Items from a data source
..............................

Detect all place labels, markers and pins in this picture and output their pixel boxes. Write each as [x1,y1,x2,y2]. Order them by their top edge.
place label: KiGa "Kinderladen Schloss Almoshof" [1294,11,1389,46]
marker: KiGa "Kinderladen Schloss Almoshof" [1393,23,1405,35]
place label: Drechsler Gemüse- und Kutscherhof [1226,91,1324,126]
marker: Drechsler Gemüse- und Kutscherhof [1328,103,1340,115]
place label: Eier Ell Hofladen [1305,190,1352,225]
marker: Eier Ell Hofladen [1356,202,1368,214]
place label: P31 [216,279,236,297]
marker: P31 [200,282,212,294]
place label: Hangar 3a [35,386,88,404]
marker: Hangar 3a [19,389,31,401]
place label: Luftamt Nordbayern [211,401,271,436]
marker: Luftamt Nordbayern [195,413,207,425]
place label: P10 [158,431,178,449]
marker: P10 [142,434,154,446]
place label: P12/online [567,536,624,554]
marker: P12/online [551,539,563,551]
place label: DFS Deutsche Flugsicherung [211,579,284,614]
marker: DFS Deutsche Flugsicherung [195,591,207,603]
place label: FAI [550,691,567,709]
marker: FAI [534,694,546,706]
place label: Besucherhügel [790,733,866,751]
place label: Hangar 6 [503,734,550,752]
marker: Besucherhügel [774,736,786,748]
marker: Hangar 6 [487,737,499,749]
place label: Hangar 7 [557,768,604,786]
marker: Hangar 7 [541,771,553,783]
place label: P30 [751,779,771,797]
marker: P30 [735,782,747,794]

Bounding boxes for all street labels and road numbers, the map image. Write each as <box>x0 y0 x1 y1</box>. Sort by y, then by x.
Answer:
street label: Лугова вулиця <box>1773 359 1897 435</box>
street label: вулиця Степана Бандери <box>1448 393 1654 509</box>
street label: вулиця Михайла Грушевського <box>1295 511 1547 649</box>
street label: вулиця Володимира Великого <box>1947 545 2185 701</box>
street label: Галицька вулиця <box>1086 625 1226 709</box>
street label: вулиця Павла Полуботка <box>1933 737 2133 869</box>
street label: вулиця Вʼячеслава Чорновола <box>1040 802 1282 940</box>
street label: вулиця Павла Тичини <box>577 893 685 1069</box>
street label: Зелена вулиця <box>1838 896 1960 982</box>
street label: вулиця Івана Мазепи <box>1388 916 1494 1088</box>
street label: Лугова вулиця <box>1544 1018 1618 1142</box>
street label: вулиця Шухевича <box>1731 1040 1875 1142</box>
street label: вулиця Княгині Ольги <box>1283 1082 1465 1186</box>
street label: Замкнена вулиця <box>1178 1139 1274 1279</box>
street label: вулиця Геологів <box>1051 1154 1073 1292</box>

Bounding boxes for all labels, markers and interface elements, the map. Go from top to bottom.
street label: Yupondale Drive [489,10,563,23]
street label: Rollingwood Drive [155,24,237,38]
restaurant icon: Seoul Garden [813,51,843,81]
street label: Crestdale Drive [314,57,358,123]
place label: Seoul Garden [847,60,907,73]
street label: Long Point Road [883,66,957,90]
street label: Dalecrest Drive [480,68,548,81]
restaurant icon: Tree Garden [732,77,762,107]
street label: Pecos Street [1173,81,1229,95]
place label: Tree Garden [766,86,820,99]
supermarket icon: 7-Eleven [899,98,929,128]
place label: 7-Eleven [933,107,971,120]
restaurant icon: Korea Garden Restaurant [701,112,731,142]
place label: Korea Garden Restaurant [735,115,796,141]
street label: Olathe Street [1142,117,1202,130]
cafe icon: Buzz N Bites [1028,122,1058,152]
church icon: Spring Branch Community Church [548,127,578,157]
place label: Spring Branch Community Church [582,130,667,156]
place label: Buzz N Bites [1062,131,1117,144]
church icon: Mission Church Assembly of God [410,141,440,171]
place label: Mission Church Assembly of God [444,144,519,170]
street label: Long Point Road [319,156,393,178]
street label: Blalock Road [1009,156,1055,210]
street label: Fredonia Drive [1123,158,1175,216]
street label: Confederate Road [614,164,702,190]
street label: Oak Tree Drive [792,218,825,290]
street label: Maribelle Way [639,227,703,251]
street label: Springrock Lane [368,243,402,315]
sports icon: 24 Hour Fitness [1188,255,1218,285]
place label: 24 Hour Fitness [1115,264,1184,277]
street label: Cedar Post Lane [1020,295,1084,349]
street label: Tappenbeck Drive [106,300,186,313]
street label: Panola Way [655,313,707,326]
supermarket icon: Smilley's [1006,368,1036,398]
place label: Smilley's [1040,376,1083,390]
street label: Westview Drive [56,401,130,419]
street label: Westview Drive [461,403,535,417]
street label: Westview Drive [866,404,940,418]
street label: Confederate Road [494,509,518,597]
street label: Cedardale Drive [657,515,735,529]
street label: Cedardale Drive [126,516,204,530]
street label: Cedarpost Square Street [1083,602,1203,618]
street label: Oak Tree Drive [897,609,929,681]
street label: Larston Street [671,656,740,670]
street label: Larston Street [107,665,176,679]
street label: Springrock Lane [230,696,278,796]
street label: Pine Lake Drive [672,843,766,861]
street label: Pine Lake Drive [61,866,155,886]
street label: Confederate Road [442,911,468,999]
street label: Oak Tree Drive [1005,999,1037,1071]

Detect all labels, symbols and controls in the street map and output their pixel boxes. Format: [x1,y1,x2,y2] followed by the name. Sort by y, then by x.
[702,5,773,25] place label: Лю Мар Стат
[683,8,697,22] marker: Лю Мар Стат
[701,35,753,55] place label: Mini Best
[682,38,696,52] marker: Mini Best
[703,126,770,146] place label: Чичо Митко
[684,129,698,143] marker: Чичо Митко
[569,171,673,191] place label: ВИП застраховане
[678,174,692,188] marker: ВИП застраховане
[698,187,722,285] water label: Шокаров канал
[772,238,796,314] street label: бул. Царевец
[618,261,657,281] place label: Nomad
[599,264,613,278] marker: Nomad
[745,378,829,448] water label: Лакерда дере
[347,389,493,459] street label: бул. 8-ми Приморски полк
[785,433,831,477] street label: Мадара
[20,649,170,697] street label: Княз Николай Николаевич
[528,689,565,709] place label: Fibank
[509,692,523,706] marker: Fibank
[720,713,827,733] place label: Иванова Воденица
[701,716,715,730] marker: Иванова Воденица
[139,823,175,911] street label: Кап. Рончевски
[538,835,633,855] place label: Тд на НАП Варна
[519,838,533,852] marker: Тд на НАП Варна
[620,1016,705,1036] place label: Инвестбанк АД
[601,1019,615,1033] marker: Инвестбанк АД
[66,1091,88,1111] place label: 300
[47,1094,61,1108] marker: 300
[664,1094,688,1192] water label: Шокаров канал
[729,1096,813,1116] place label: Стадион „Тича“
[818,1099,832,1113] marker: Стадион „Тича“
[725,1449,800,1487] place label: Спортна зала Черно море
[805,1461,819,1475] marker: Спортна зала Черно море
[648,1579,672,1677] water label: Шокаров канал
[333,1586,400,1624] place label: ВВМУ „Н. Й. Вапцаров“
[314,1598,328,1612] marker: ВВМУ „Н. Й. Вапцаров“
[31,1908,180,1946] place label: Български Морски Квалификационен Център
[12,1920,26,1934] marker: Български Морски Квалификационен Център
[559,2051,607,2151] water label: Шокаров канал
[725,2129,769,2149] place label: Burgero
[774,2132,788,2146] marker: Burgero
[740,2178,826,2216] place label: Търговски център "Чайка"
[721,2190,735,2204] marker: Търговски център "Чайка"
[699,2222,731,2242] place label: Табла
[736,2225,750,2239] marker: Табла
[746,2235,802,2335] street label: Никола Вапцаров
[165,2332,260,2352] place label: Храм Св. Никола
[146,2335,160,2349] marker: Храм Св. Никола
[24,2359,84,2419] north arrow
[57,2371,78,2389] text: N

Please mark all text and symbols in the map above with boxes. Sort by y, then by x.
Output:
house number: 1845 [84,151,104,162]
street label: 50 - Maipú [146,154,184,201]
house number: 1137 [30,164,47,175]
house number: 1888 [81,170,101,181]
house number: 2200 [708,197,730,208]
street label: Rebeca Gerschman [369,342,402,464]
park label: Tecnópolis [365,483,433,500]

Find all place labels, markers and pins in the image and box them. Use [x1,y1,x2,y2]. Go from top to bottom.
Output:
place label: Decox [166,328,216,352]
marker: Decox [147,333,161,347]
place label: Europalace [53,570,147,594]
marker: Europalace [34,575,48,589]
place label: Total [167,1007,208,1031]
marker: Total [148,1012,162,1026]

..............................

* _What to do_: Count up the lines in the entries above where the word "Seoul" appears, and give the figure with nothing added.

* _Task output_: 2